Wednesday, August 18, 2010

Birth of a new Distro, Part 2: The experiment, Jet-Fu

As stated in a previous post, dependencies are getting out of hand.  I like to try out different Linux distributions in Virtualbox.  Even some of the so called 'lite' versions seem to take up over 1GB of hard drive space.  Some distributions try to stay ultra lean, like Puppy, DSL, Tinycore, etc.  But they all seem to be so minimalistic that only root user is available, or only a finite number of packages can be installed.  But, as in the case of DSL, are just outdated.

(As a side note, the current version of Puppy, 5.x, is now based on Ubuntu.  I have a Pupplet based on the 4.x series installed on an old Dell laptop with a 166mhz Pentium processor.  It runs terrific.  But the latest Puppy seems to carry the "extra's" brought over from Ubuntu.  It seems slow and sluggish.  In my  experience, I would not attempt to used the latest Puppy version on hardware older than a Pentium 3.  And, don't take that statement as a bash against Ubuntu.  I have Ubuntu 10.04 installed on my home and work PCs.  Ok, now back to the topic)

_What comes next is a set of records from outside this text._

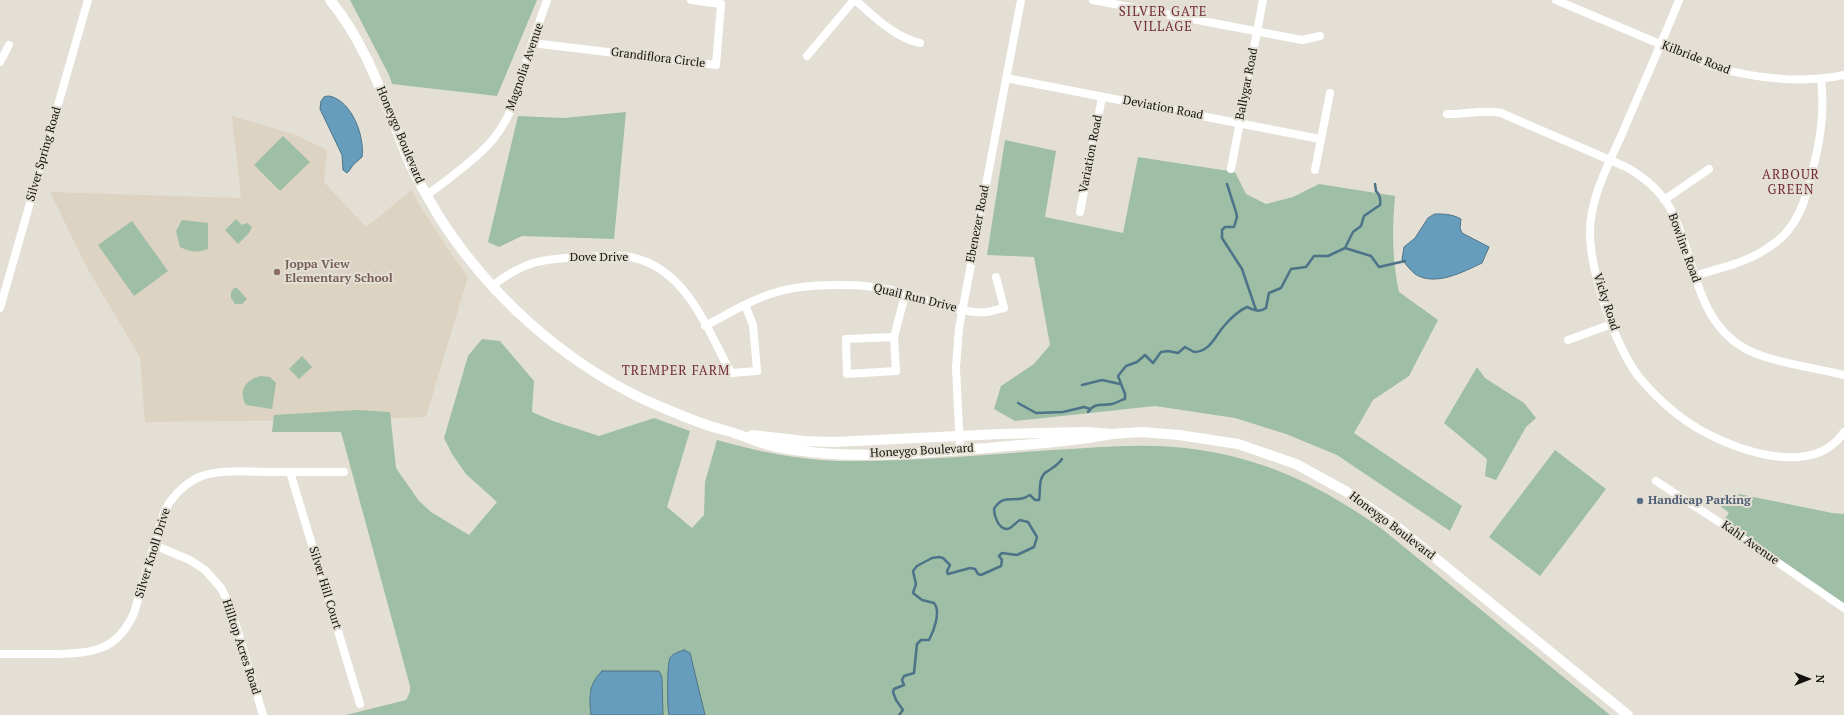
<!DOCTYPE html>
<html>
<head>
<meta charset="utf-8">
<style>
	body { margin:0 }
	#map { position:relative; width:1844px; height:715px; overflow:hidden; background:#e4dfd4; font-family:"PT Serif",serif }
	canvas { display:block }
	.north { position:absolute; left:1788px; top:659px; width:40px; height:40px; -webkit-text-stroke:3px #e4dfd4; paint-order:stroke; rotate:90deg; font-size:11px; font-weight:700; line-height:16px; text-align:center; color:#13110e }
	.north::after { content:''; display:block; margin:auto; width:14px; height:18px; background:#13110e; clip-path:polygon(50% 0,100% 100%,50% 72%,0 100%) }
</style>
</head>
<body>
<div id="map">
<canvas width="1844" height="715"></canvas>
<div class="north">N</div>
</div>
<script>
const context = document.querySelector('canvas').getContext('2d');
context.lineJoin = 'round';
function paint(path, color) {
  context.fillStyle = color;
  context.fill(path, 'evenodd');
}
function stroke(path, color, width, dash) {
  context.strokeStyle = color;
  context.lineWidth = width;
  context.lineCap = dash ? 'butt' : 'round';
  context.setLineDash(dash || []);
  context.stroke(path);
}
function drawText(font, color, halo, rows, align = 'center') {
  context.font = font + ' "PT Serif",serif';
  context.lineWidth = 4;
  context.setLineDash([]);
  context.textBaseline = 'middle';
  context.strokeStyle = halo;
  context.fillStyle = color;
  for (const [text, x, y, turn = 0] of rows) {
    context.save();
    context.translate(x, y);
    context.rotate((+turn || 0) * Math.PI / 180);
    context.textAlign = isNaN(turn) ? turn : align;
    if (halo) context.strokeText(text, 0, 0);
    context.fillText(text, 0, 0);
    context.restore();
  }
}
const built = new Path2D(`
	M 232,116 L 296,135 L 327,150 L 324,182 L 366,227 L 412,190 L 417,201 L 448,249 L 468,277 L 426,417 L 341,420 L 145,422 L 140,357 L 86,266 L 50,192 L 241,198 Z`);
const green = new Path2D(`
	M 350,0 L 537,0 L 497,96 L 392,84 L 389,75 Z
	M 626,112 L 614,239 L 522,236 L 499,247 L 488,242 L 518,116 L 564,118 Z
	M 283,136 L 310,162 L 280,191 L 254,165 Z
	M 1005,140 L 1056,151 L 1045,217 L 1123,233 L 1138,157 L 1235,172 L 1246,194 L 1266,204 L 1293,197 L 1319,184 L 1395,196 C 1392,228 1392,260 1399,292 L 1438,320 L 1409,376 L 1373,400 L 1354,433 L 1462,506 L 1450,531 L 1337,455 L 1286,434 L 1235,418 L 1155,406 L 1015,421 L 994,409 L 1001,386 L 1034,364 L 1050,345 L 1034,257 L 987,255 Z
	M 236,219 L 242,225 L 247,223 L 252,227 L 249,233 L 238,244 L 225,230 Z
	M 182,220 L 208,223 L 208,249 C 197,253 191,252 180,247 L 176,231 Z
	M 132,221 L 168,271 L 134,296 L 98,245 Z
	M 234,288 L 237,288 L 247,299 L 242,304 L 235,304 L 231,298 L 231,292 Z
	M 482,339 L 500,341 L 534,381 L 532,412 L 553,421 L 599,436 L 654,418 L 690,431 L 667,507 L 692,528 L 704,515 L 705,482 L 717,440 C 756,451 798,460 839,461 C 910,462 982,455 1052,450 C 1102,447 1152,442 1200,450 C 1271,461 1324,488 1382,529 L 1610,715 L 705,715 L 690,653 L 668,667 L 669,715 L 663,715 L 662,677 L 647,671 L 602,671 L 589,694 L 591,715 L 346,715 L 406,700 L 410,692 L 410,686 L 341,432 L 272,432 L 274,415 L 357,410 L 390,412 L 396,468 L 419,501 L 431,512 L 469,535 L 497,502 L 466,474 L 452,454 L 444,438 L 468,356 Z
	M 302,356 L 312,367 L 299,379 L 289,369 Z
	M 1477,367 L 1485,378 L 1524,403 L 1536,418 L 1526,427 L 1496,480 L 1485,476 L 1487,459 L 1444,423 Z
	M 261,376 L 270,377 L 276,383 L 272,409 L 246,405 C 238,391 245,380 261,376 Z
	M 1555,450 L 1606,489 L 1540,576 L 1489,537 Z
	M 1739,494 L 1832,513 L 1844,514 L 1844,604 L 1723,521 L 1729,513 L 1709,497 L 1734,503 Z`);
const water = new Path2D(`
	M 329,96 C 352,100 365,137 362,157 L 353,165 L 349,171 L 347,173 L 343,170 L 342,155 L 320,109 L 321,101 L 324,97 Z
	M 1435,214 C 1444,214 1452,214 1461,219 L 1460,228 L 1462,233 L 1489,247 L 1482,263 C 1463,272 1435,287 1415,274 C 1410,270 1406,264 1402,260 L 1404,247 L 1415,238 L 1428,218 Z
	M 684,650 L 690,653 L 705,715 L 669,715 C 667,706 667,664 670,658 C 673,653 679,652 684,650 Z
	M 602,671 L 659,671 L 662,677 L 663,715 L 591,715 C 589,696 588,686 602,671 Z`);
const stream = new Path2D(`
	M 1227,184 L 1236,212 L 1237,217 L 1234,227 L 1225,227 L 1222,230 L 1222,238 L 1242,269 L 1256,310
	M 1345,248 L 1353,232 L 1361,226 L 1364,216 L 1380,205 C 1381,199 1380,195 1376,191 L 1375,184
	M 1082,385 L 1102,380 L 1120,384
	M 1018,403 L 1036,413 L 1063,412 L 1084,407 L 1090,409
	M 1088,412 C 1095,402 1101,406 1112,404 C 1117,403 1120,400 1125,399 L 1125,394 L 1118,376 L 1126,366 L 1137,362 L 1145,355 L 1153,363 L 1161,352 L 1168,351 L 1178,353 L 1185,347 L 1194,352 C 1210,352 1215,336 1224,326 C 1230,319 1238,311 1247,307 C 1254,310 1259,313 1266,308 L 1269,293 L 1281,288 L 1291,269 L 1306,267 L 1314,256 L 1328,256 L 1345,248 L 1371,256 L 1379,267 L 1405,261
	M 899,715 L 903,710 L 896,700 L 893,692 L 894,689 L 904,685 L 902,680 L 904,676 L 914,673 L 917,644 L 921,640 L 929,640 C 934,631 941,611 934,603 L 922,600 L 913,593 L 916,584 L 913,571 L 917,566 L 932,558 L 939,557 L 943,558 L 950,565 L 947,571 L 948,574 L 970,568 L 975,569 L 978,574 L 981,575 L 1001,566 L 1002,560 L 999,556 L 1002,553 L 1017,555 L 1034,547 L 1037,537 L 1028,522 L 1020,520 C 1016,522 1011,529 1007,529 C 998,529 994,515 994,509 C 1003,494 1011,502 1024,498 C 1026,497 1028,496 1030,495 L 1035,500 L 1039,500 C 1041,492 1037,476 1048,471 C 1054,467 1058,465 1062,459`);
const minor = new Path2D(`
	M 855,0 C 874,16 895,38 920,43
	M 1093,0 L 1302,40 L 1320,36
	M 1556,0 L 1714,67 C 1755,78 1802,84 1844,75
	M 1679,0 C 1661,45 1641,89 1622,134 C 1608,165 1589,200 1590,235 C 1591,273 1615,346 1639,377 C 1653,394 1670,410 1689,423 C 1727,448 1812,481 1844,432
	M 532,43 L 716,65 L 721,4 L 691,0
	M 807,56 L 854,0
	M 0,62 L 9,45
	M 1006,78 L 1320,139
	M 1447,114 C 1465,115 1484,109 1501,113 L 1626,167 C 1644,177 1659,189 1670,208 C 1696,255 1693,318 1744,348 C 1768,362 1816,368 1844,375
	M 1231,169 L 1263,0
	M 1315,170 L 1330,93
	M 427,195 C 448,179 470,164 488,145 C 515,117 521,78 532,43 C 537,29 542,14 547,0
	M 1664,200 L 1709,169
	M 1080,212 L 1102,97
	M 1695,276 C 1718,268 1746,263 1766,249 C 1780,241 1792,228 1799,213 C 1805,202 1808,188 1811,176 C 1820,143 1825,113 1821,79
	M 492,286 C 526,260 542,259 583,257 C 596,257 610,255 623,256 C 684,262 706,327 731,373 L 757,371 L 753,325 L 745,305
	M 0,308 L 88,0
	M 705,326 C 728,314 752,299 777,292 C 806,283 862,283 892,290 C 915,296 964,315 987,312 C 993,311 999,309 1004,308 L 996,277
	M 894,337 L 846,339 L 847,374 L 896,371 L 894,337 L 905,295
	M 1568,340 L 1612,324
	M 960,450 L 956,368 L 959,328 L 1021,0
	M 290,472 L 360,704
	M 1656,481 L 1719,522 L 1844,608
	M 154,545 L 190,560 L 205,570 L 221,588 L 230,606 L 263,715
	M 0,654 C 19,654 37,654 56,654 C 93,653 117,651 134,613 L 164,512 C 171,498 181,487 195,479 C 215,468 251,472 274,472 C 297,472 321,472 344,472`);
const major = new Path2D(`
	M 330,0 C 370,48 387,110 411,166 C 419,183 429,199 438,215 C 488,294 561,360 645,400 C 666,409 688,419 710,426 C 718,429 726,430 734,433 C 749,438 762,444 777,447 C 846,461 918,453 987,448 C 1029,444 1071,442 1112,434
	M 752,435 L 805,441 L 834,442 L 1000,434 L 1084,432 L 1112,434 L 1141,432 L 1179,435 L 1238,444 L 1296,464 L 1347,492 L 1395,525 L 1628,715`);
const markers = [
	[277,272,4,"#8d6e63"],
	[1640,501,4,"#5c6f8a"]
];
const streetNames = [
	["Grandiflora Circle",658,58,7],
	["Kilbride Road",1696,58,21],
	["Magnolia Avenue",525,67,-71],
	["Ballygar Road",1247,84,-79],
	["Deviation Road",1163,108,11],
	["Honeygo Boulevard",400,135,67],
	["Silver Spring Road",44,154,-74],
	["Variation Road",1091,154,-79],
	["Ebenezer Road",978,224,-79],
	["Bowline Road",1684,248,70],
	["Dove Drive",599,258],
	["Quail Run Drive",915,298,14],
	["Vicky Road",1606,302,72],
	["Honeygo Boulevard",922,451,-3],
	["Honeygo Boulevard",1392,526,37],
	["Kahl Avenue",1750,543,35],
	["Silver Knoll Drive",153,553,-73],
	["Silver Hill Court",325,588,73],
	["Hilltop Acres Road",241,647,72]
];
const educationNames = [
	["Joppa View",285,265],
	["Elementary School",285,279]
];
const serviceNames = [
	["Handicap Parking",1648,501]
];
const neighbourhoodNames = [
	["SILVER GATE",1163,12],
	["VILLAGE",1163,27],
	["ARBOUR",1791,175],
	["GREEN",1791,190],
	["TREMPER FARM",676,371]
];
paint(built, '#ddd3c2');
paint(green, '#9ebea5');
paint(water, '#669dbc');
stroke(water, '#4d7388', 1);
stroke(stream, '#4d7388', 2.5);
stroke(minor, '#fff', 8);
stroke(major, '#fff', 10);
for (const [x, y, r, color] of markers) {
  const dot = new Path2D();
  dot.arc(x, y, r, 0, 2 * Math.PI);
  context.fillStyle = color;
  context.fill(dot);
  stroke(dot, '#e4dfd4', 1.5);
}
drawText('12px', '#13110e', '#e4dfd4', streetNames);
drawText('bold 12px', '#785e54', '#e4dfd4', educationNames, 'left');
drawText('bold 12px', '#4e5e75', '#e4dfd4', serviceNames, 'left');
context.letterSpacing = '1px';
drawText('13px', '#732c39', '#e4dfd4', neighbourhoodNames);
context.letterSpacing = '0px';
</script>
</body>
</html>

While testing Tinycore, I found even it is not immune from the bite of Dependency Overload (DO, see this post: http://wsrogers.blogspot.com/2010/07/birth-of-new-linux-distro-part-1.html ).  I figured Tinycore would make for a great base for a minimalist server.  A simple LAMP server should not need all the bloat.  While installing MySQL, one of the listed dependencies was PHP5.  Now, installing PHP 5 was on my todo list, but should not be a requirement to install MySQL.  It is not listed as a dependency on the MySQL site, nor on many other distributions.  This was 'bad' number 2.  The first 'bad' was the way Tinycore mounts new packages.  Because of it's method, only a limited number of packages could ever be installed.

A big plus is the user is able to create other users besides root.  Another plus, the whole release is around 10MB.  I recommend Tinycore for anyone looking for a small distribution to use as a base.  The size includes a window manager.  For about 6MB, Tinycore's team also offer Microcore, an X-less version.  Because this blog is not a review of Tiny/Microcore, I will not write an elaborate review, but after trying it out, I am impressed and will give it 3.5 stars out of 5.  Since my need is based on over use of dependencies, I had to remove one star, the other half is for it's rough edges.  But it's fairly new and I see that it's being actively developed.  But this rating is because the distribution failed to fit my purpose, only.

Now that I have described DO, I should describe my 'want' in a minimalistic distribution.  My experience over the course of 14 years as a now and again Linux/BSD user, and the last 5 years as an avid user, has caused me to develop the idea that the OS needs to be an embedded environment on which a user may run applications.  No one else needs to agree with me, I don't ask that of the world.  The belief is mine.  Therefore, I desire a minimalistic distribution (mini-distro) that can have multiple users, besides root.  The mini-distro should have a recent kernel with recent system applications.  I'm not looking for speed as much as memory usage.  (Here, I refer to memory as described by kernel theory, which includes all cpu cache, system RAM, and a non-volatile storage device).  I would prefer the core system stay out of the way of the users applications.  The minimalistic nature of such a system will be speedy by its nature.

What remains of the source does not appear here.